WHAT THIS TASK INVOLVES: Filter the entries for the word "labels". Copy each line in which it occurs.

Stored data:
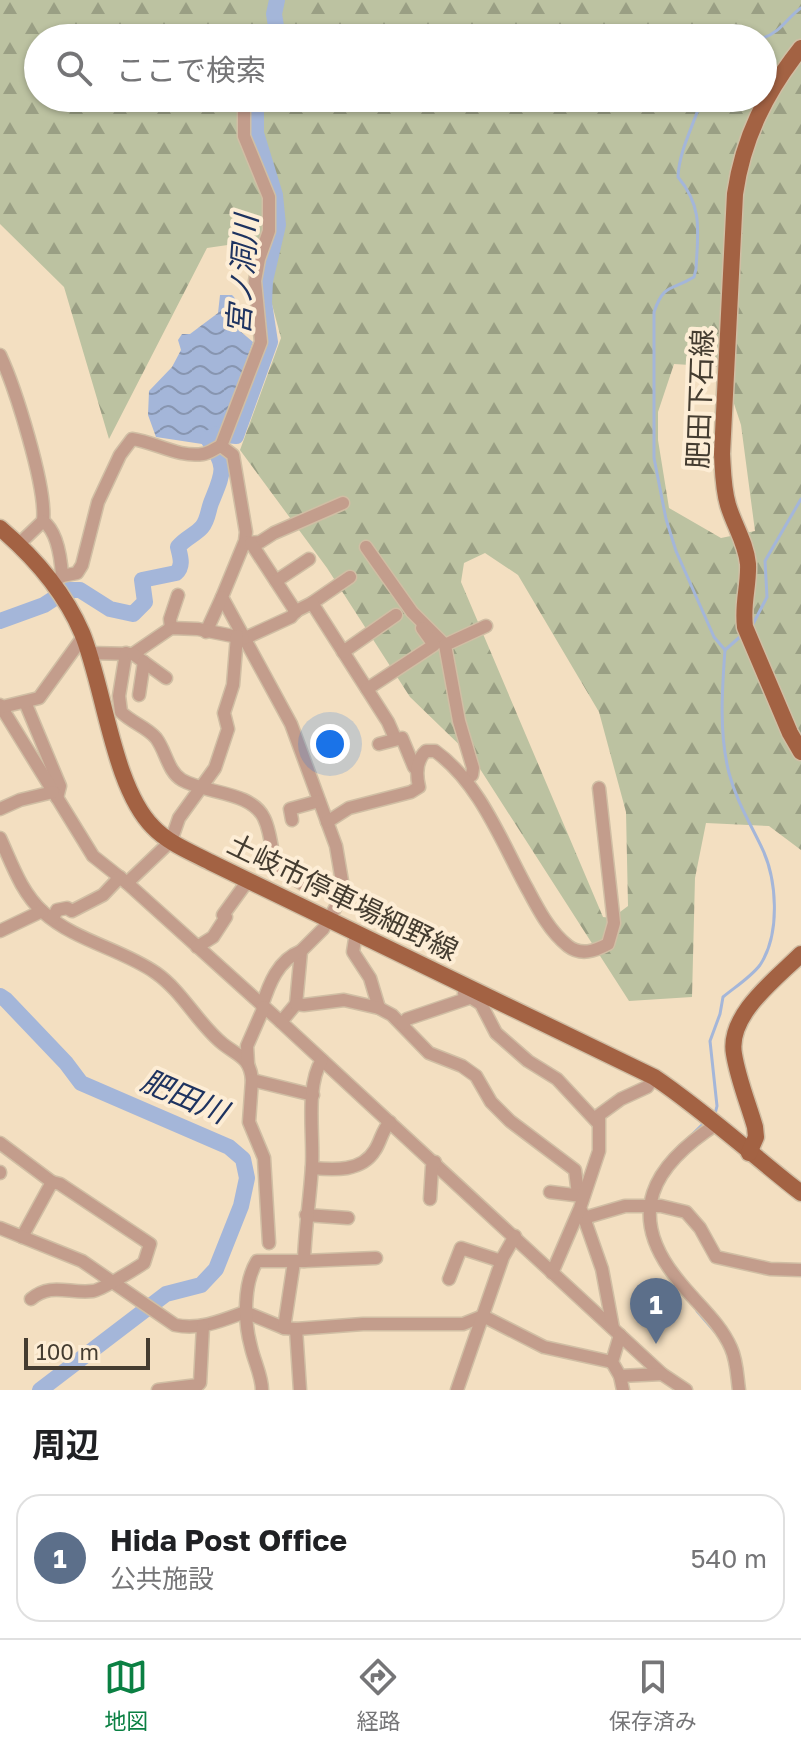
<!DOCTYPE html>
<html lang="ja">
<head>
<meta charset="utf-8">
<style>
	body { margin:0; font-family:"Golos Text","Noto Sans JP",sans-serif; background:#f6f6f6; color:#202124 }
	.scale { position:absolute; left:24px; bottom:20px; width:126px; box-sizing:border-box; padding-left:8px; border:4px solid #443c30; border-top:0; font-size:22px; line-height:28px; white-space:nowrap; color:#443c30; -webkit-text-stroke:6px #fdedd5; paint-order:stroke }
	.you { position:absolute; left:330px; top:744px; width:28px; height:28px; margin:-20px; border:6px solid #fff; border-radius:50%; background:#1a73e8; box-shadow:0 0 0 12px #1a73e833 }
	.badge { display:grid; place-items:center; width:52px; height:52px; border-radius:50%; background:#0b8043; color:#fff; font-size:26px; font-weight:700 }
	.pin { position:absolute; translate:-50% -66px; filter:drop-shadow(0 2px 4px #0008) }
	.pin::after { content:''; position:absolute; top:42px; width:28px; height:24px; background:inherit; clip-path:polygon(0 0,100% 0,50% 100%) }
	.list { margin:0; padding:0; list-style:none }
	h2 { display:flex; justify-content:space-between; align-items:center; height:104px; margin:0; padding:0 32px; font-size:34px }
	h2 small { font-size:26px; font-weight:400; color:#757577 }
	.list li { display:grid; grid-template-columns:52px 1fr auto; gap:24px; align-items:center; box-sizing:border-box; height:128px; margin:0 16px 16px; padding:0 16px; border:2px solid #e0e0e0; border-radius:24px }
	.list b { display:block; font-size:30px; white-space:nowrap }
	.list p { margin:0; font-size:26px; white-space:nowrap; color:#757577 }
	.list em { font-size:26px; font-style:normal; color:#757577 }
	.icon { flex:none; width:44px; height:44px; fill:none; stroke:currentColor; stroke-width:2; stroke-linecap:round; stroke-linejoin:round }
	.map { position:relative; flex:none; width:801px; height:1390px; overflow:hidden }
	.search { position:absolute; background:#fff; box-shadow:0 2px 6px #0004; left:24px; right:24px; top:24px; height:88px; display:flex; align-items:center; gap:20px; box-sizing:border-box; padding:0 28px; border-radius:44px; color:#757577; font-size:30px }
	.sheet { height:248px; background:#fff }
	nav { display:flex; justify-content:space-around; align-items:center; box-sizing:border-box; height:112px; border-top:2px solid #e0e0e0; background:#fff; font-size:22px; color:#757577 }
	nav a { display:grid; justify-items:center; gap:4px }
	nav .on { color:#0b8043 }
	.map>svg:first-child { display:block }
	.forest { fill:url(#forest-firs); fill-rule:evenodd }
	.water { fill:url(#water-waves) }
	.lines { fill:none; stroke-linecap:round; stroke-linejoin:round }
	.stream { stroke:#a4b6d9; stroke-width:3 }
	.river { stroke:#a4b6d9; stroke-width:16 }
	.minor-casing { stroke:#d0bea4; stroke-width:15 }
	.major-casing { stroke:#d0bea4; stroke-width:19 }
	.minor { stroke:#c39d8c; stroke-width:12 }
	.major { stroke:#a36243; stroke-width:16 }
	.labels { text-anchor:middle; stroke-width:8; stroke-linejoin:round; paint-order:stroke }
	.street-label { font-size:28px; fill:#443c30; stroke:#fdedd5 }
	.water-label { font-size:30px; font-style:italic; fill:#1e3360; stroke:#fdedd5 }
</style>
</head>
<body>
<div class="map">
<svg width="801" height="1390" viewBox="0 0 801 1390">
	<defs>
		<pattern id="forest-firs" width="22" height="20" patternUnits="userSpaceOnUse" patternTransform="scale(2)"><rect width="22" height="20" fill="#bcc2a1"/><path d="M5 1l3.5 6h-7zM16 11l3.5 6h-7z" fill="#9a9f84"/></pattern>
		<pattern id="water-waves" width="16" height="10" patternUnits="userSpaceOnUse" patternTransform="scale(2)"><rect width="16" height="10" fill="#a4b6d9"/><path d="M0 5q4-4 8 0t8 0" fill="none" stroke="#8795b0"/></pattern>
	</defs>
	<rect width="100%" height="100%" fill="#f3dfc1"/>
	<path class="forest" d="M0,0H801V850L769,826L706,823L695,878L692,997L629,1001L473,758L410,697L327,568L240,450L281,338L255,241L207,248L109,439L64,287L0,224ZM38,38H763V98H38ZM674,364L722,367L741,425L755,531L721,538L669,508L658,440V412ZM485,553L518,575L599,712L626,812L628,906L612,918L603,917L461,582L464,563Z"/>
	<path class="water" d="M220,295H232C243,306 240,318 240,331L253,342L220,435L202,444L156,437L148,415L149,391L172,367L181,350L178,340L182,334H190L218,313Z"/>
	<g class="lines">
		<g class="stream">
			<path d="M763,38C781,32 787,18 801,8"/>
			<path d="M702,98C694,125 679,150 678,177C703,207 698,231 696,269L694,277C671,291 664,283 654,312V458L666,519L676,551L714,637L725,650"/>
			<polyline points="752,626 767,597 765,561 801,499"/>
			<path d="M715,1114L717,1106L710,1041L720,1014L723,997C735,987 751,977 760,965C781,933 777,878 761,846C749,821 736,800 729,773C719,734 722,690 725,650L741,636"/>
			<polyline points="666,1160 706,1121"/>
			<polyline points="697,1311 716,1333"/>
		</g>
		<g class="river">
			<polyline points="277,0 274,14 278,38"/>
			<path d="M0,621L44,605L67,590H80L110,609L133,614L145,602L142,580L176,573C184,566 180,556 178,547C185,538 195,535 202,527C208,520 208,511 211,503C223,473 228,468 208,439L217,434L236,436L270,342L264,303L265,281L278,225L275,195L256,133V98"/>
			<polyline points="0,996 6,1000 66,1063 81,1083 229,1147 243,1159 247,1178 241,1206 216,1269 201,1285 166,1294 40,1390"/>
		</g>
		<defs>
			<g id="minor">
				<polyline points="244,32 245,38"/>
				<polyline points="244,98 244,136 269,197 269,231 259,259 255,281 261,342 221,446 233,455 246,532 245,541 222,597 291,724 336,846 344,893 323,929 301,951 296,1004 281,1022"/>
				<path d="M0,355C15,387 47,488 43,521L19,544"/>
				<path d="M43,521C58,532 61,559 62,576"/>
				<polyline points="245,543 260,542 274,533 343,503"/>
				<polyline points="251,543 296,612"/>
				<polyline points="366,547 412,612 445,645"/>
				<polyline points="276,581 309,559"/>
				<path d="M54,582L62,576L77,573L82,565L98,502L120,455L132,439C155,442 179,458 203,454C210,453 215,448 221,446"/>
				<polyline points="312,603 350,577"/>
				<polyline points="171,628 170,619 178,595"/>
				<polyline points="206,632 222,597"/>
				<polyline points="243,639 291,617 296,611 312,603 388,722 395,738"/>
				<polyline points="343,652 396,615"/>
				<polyline points="88,653 133,654 171,628 198,629 243,638"/>
				<path d="M126,653L119,696L121,712C132,723 147,727 156,738C166,751 168,772 182,780C206,794 251,791 264,818C271,832 272,852 275,867L313,890L327,888L344,893"/>
				<polyline points="133,654 166,678"/>
				<polyline points="367,689 434,645 422,628"/>
				<polyline points="139,695 144,662"/>
				<polyline points="25,702 60,786 57,798"/>
				<polyline points="0,705 93,856 127,883 281,1022 662,1374 686,1390"/>
				<polyline points="2,707 39,698 83,637"/>
				<polyline points="379,744 402,738 414,767 417,770"/>
				<polyline points="466,779 472,775 473,768 459,721 445,645 486,626"/>
				<polyline points="0,809 20,800 53,792"/>
				<polyline points="292,820 290,809 319,801"/>
				<path d="M327,822L349,808L411,792L419,787C416,774 416,760 426,751H435C480,783 502,843 528,890C538,909 550,932 568,946C581,956 595,951 608,944L614,923L599,788"/>
				<path d="M0,838C12,864 21,892 43,912C75,941 122,949 156,973C183,992 198,1024 223,1044C238,1056 250,1057 252,1080L313,1095"/>
				<polyline points="127,883 171,841 179,818 215,768 228,729 224,713 233,685 237,636"/>
				<polyline points="53,918 57,910 67,908 72,911 103,895 120,877"/>
				<polyline points="0,931 42,911"/>
				<polyline points="356,933 353,952 370,978 379,1008"/>
				<polyline points="197,947 213,937 226,917 223,915 244,886 251,882"/>
				<polyline points="464,993 481,1004 496,1033 528,1061 557,1079 597,1122"/>
				<polyline points="296,1004 304,1005 344,1000 379,1008 392,1015 429,1053 462,1066 476,1076 491,1102 510,1121 575,1170 578,1194"/>
				<path d="M262,1006C269,984 278,960 301,951"/>
				<polyline points="403,1024 407,1019 472,997"/>
				<polyline points="248,1064 247,1046 264,1007"/>
				<polyline points="252,1080 249,1122 264,1158 269,1243"/>
				<path d="M717,1124C653,1165 624,1214 678,1280C695,1302 720,1322 731,1348C737,1361 737,1376 739,1390"/>
				<polyline points="0,1143 52,1182 22,1237"/>
				<path d="M312,1168C334,1170 362,1172 375,1150C381,1141 382,1130 390,1122"/>
				<polyline points="0,1173 0,1172"/>
				<polyline points="550,1192 582,1196"/>
				<polyline points="430,1199 432,1167 435,1162"/>
				<polyline points="582,1212 602,1269 613,1328"/>
				<polyline points="306,1215 348,1218"/>
				<polyline points="584,1218 625,1206 661,1206 686,1212 700,1228 716,1257 770,1269 801,1270"/>
				<path d="M0,1228L82,1261L175,1325C200,1330 221,1321 245,1312L284,1328L296,1329L363,1324H463L483,1316L544,1347L612,1362"/>
				<polyline points="304,1261 376,1258"/>
				<polyline points="552,1273 580,1208 599,1151 599,1115 621,1099 647,1087 654,1077"/>
				<polyline points="449,1279 461,1248 501,1261"/>
				<path d="M31,1299C51,1282 69,1294 93,1291C101,1290 135,1269 144,1263L150,1244L60,1184L52,1182"/>
				<polyline points="284,1328 294,1262"/>
				<polyline points="296,1329 300,1390"/>
				<polyline points="620,1335 612,1362 620,1376 623,1390"/>
				<polyline points="620,1376 662,1374"/>
				<polyline points="158,1390 198,1385 200,1383 203,1326"/>
				<path d="M262,1390C262,1376 254,1361 251,1347C244,1322 243,1284 257,1261H304C305,1229 310,1198 312,1166C314,1136 305,1086 322,1060"/>
				<polyline points="457,1390 503,1257 515,1236"/>
			</g>
			<g id="major">
				<path d="M801,48C766,92 743,138 735,194L722,454C723,471 723,488 728,505C734,525 746,543 748,564C749,586 742,603 745,627L790,733L801,752"/>
				<path d="M0,528C34,557 64,591 82,633C104,686 113,787 153,827C168,843 191,852 210,862L654,1077C706,1112 752,1155 801,1193"/>
				<path d="M749,1153L756,1137L755,1127C748,1103 738,1079 734,1054C727,1015 776,979 801,954"/>
			</g>
		</defs>
		<use href="#minor" class="minor-casing"/>
		<use href="#major" class="major-casing"/>
		<use href="#minor" class="minor"/>
		<use href="#major" class="major"/>
	</g>
	<g class="labels">
		<g class="street-label">
			<text transform="translate(700 399) rotate(-88)" y="10">肥田下石線</text>
			<text transform="translate(343 897) rotate(26)" y="10">土岐市停車場細野線</text>
		</g>
		<g class="water-label">
			<text transform="translate(243 275) rotate(-86)" y="10">宮ノ洞川</text>
			<text transform="translate(184 1097) rotate(23)" y="10">肥田川</text>
		</g>
	</g>
</svg>
<div class="scale">100 m</div>
<div class="you"></div>
<div class="pin badge" style="left:656px;top:1344px;background:#5c6f8a">1</div>
<div class="search"><svg class="icon" aria-label="search" viewBox="0 0 24 24"><circle cx="10" cy="10" r="6"/><path d="M15 15l6 6"/></svg>ここで検索</div>
</div>
<section class="sheet">
<h2>周辺<small></small></h2>
<ul class="list">
<li><span class="badge" style="background:#5c6f8a">1</span><div><b>Hida Post Office</b><p>公共施設</p></div><em>540 m</em></li>
</ul>
</section>
<nav>
<a class="on"><svg class="icon" aria-label="map" viewBox="0 0 24 24"><path d="M3 6l6-2 6 2 6-2v14l-6 2-6-2-6 2zM9 4v14M15 6v14"/></svg>地図</a>
<a><svg class="icon" aria-label="directions" viewBox="0 0 24 24"><path d="M12 3l9 9-9 9-9-9zM9 14v-3h6M13 9l2 2-2 2"/></svg>経路</a>
<a><svg class="icon" aria-label="saved" viewBox="0 0 24 24"><path d="M7 4h10v16l-5-4-5 4z"/></svg>保存済み</a>
</nav>
</body>
</html>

RESULT OF THIS EXERCISE:
	.labels { text-anchor:middle; stroke-width:8; stroke-linejoin:round; paint-order:stroke }
	<g class="labels">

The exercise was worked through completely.